Exercise 1.2.1: Place Three Systems on the Wheel Conceptual

For each system, mark which of the six axes from Figure 1.2.1 are active and, for the active ones, give one sentence on what is being split: (a) a real-time fraud scorer running a tiny gradient-boosted model behind a load balancer; (b) a nightly batch job that deduplicates a 30-terabyte crawl and retrains a 70-billion-parameter language model on it; (c) a warehouse of autonomous mobile robots that route themselves around each other to fulfill orders. Identify which system, if any, touches the distribute-intelligence axis and explain why the other two do not.
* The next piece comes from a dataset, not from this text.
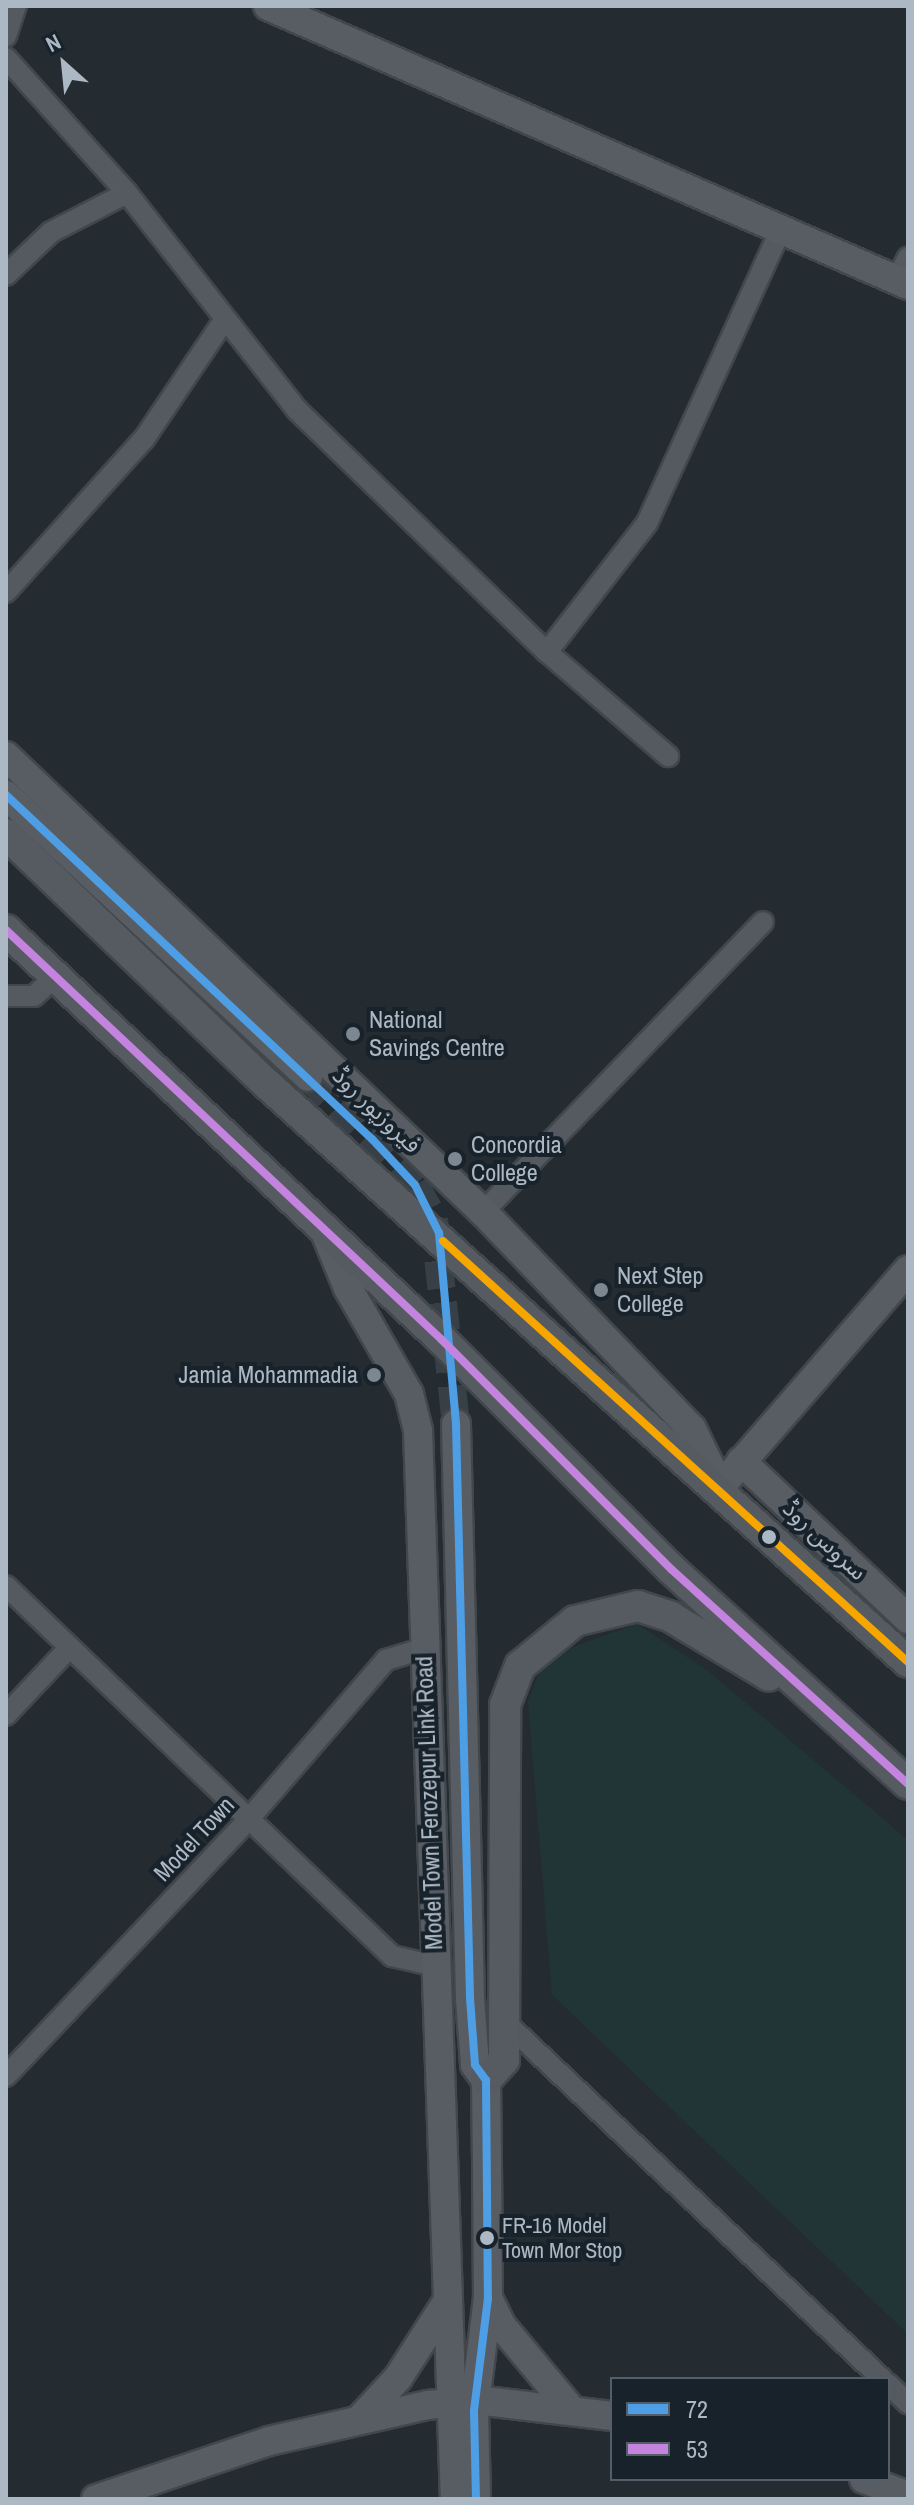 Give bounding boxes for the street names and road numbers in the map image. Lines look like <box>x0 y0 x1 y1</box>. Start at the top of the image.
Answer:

Exercise 1.2.2: Make the Axes Multiply Coding

Extend Code 1.2.1 so the training-step device count is computed from four named factors instead of two: a data-parallel factor, a tensor-parallel factor, a pipeline-parallel factor, and an expert-parallel factor. Print the product and the per-axis breakdown. Then add a constraint check that the product does not exceed a given cluster size (say 1024 GPUs) and have the program report by how much each candidate configuration is over or under budget. Use it to find two distinct factor combinations that exactly fill a 512-GPU cluster, and comment on why a system designer might prefer one over the other even though both use the same number of devices.

Exercise 1.2.3: One Axis, Two Taxes Analysis

Pick any single axis from this section other than coordinate-the-cluster. In one paragraph each, argue what specific communication that axis adds (which information must cross machine boundaries, and how often) and what new failure mode it introduces (what breaks, and what the system must do to recover). Then explain why the coordinate-the-cluster axis is the one that must absorb both consequences for every other axis, and connect your answer to why Part I and Part VII bracket the book. The cost models you would need to make the communication argument quantitative are developed in Chapter 3.